Around my 11th birthday, me and my dad we were cruising along the highway. My dad’s red truck zips through the gravel streets as we strive to make our destination. Between The Newsboys “Thrive” CD and 20 pounds of Slim Jims we managed in lots of conversation. I enjoyed talking and spending time with my dad. With the tent, sleeping bag, and gear in the back we turned down the dirt path and into my new home for the next 3 days.

My mom and both younger brothers had gone to South Carolina and dad and I were going camping. The siblings and mom decided to stay with my aunt and uncle. We were going to meet up with them later and hang out. So, my dad and I had some time together.

It was my first real camping trip.
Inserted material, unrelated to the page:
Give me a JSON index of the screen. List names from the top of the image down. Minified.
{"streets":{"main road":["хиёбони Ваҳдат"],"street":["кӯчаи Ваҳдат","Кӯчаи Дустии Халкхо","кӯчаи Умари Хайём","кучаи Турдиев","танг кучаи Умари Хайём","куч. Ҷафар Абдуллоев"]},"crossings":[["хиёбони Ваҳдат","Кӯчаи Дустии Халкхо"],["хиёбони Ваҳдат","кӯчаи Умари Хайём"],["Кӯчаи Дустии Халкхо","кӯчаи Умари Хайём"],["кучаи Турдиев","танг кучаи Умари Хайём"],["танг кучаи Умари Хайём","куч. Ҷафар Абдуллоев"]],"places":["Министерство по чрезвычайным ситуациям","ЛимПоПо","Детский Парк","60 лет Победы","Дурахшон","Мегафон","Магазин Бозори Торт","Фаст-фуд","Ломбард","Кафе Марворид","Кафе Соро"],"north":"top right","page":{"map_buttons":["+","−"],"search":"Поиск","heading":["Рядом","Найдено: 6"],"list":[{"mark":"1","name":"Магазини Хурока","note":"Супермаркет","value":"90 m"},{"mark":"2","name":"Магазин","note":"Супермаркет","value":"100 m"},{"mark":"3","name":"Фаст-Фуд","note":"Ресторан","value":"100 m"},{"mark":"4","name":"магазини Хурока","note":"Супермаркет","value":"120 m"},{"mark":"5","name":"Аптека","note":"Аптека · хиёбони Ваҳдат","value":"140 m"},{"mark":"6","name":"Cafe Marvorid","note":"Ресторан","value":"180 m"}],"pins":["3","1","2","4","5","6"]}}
A “Man Trip” as I liked to call it so, we got everything unpacked and set up the tent. We weren’t to far from the lake, but we still had to walk a ways to use the restroom and showers. I wasn’t going to complain, I enjoyed the campsite. While sitting around the campsite my dad brought me a wrapped package. Amazed and excited, I unwrapped the gift. It was a fishing rod, my very own fishing rod, complete with bobbers, bait, and a tackle kit.

My dad and I did everything the next couple of days from fishing to claiming an island. I began to fish as soon as I got my pole. No luck but, I found a turtle in the bushes and played around with it. One afternoon my dad and I went canoeing. As we paddled through that lake we talked about everything. We made it all the way out to this secluded island. We parked our canoe at the base. We looked around the island and officially declared it Justin Island. My dad inscribed the title on a rock. After that we paddled back and fished some more.

On that trip I learned many things. For one, there wasn’t a sea monster in the lake, as previously thought. I learned the lyrics to “Fad of the Land” by the Newsboys. I also learned that my dad is a genius. “Common sense is instinct. Enough of it is genius.” Says George Bernard Shaw. That is certainly true for my dad. Looking back I learned that when I grow I want to be just like my dad.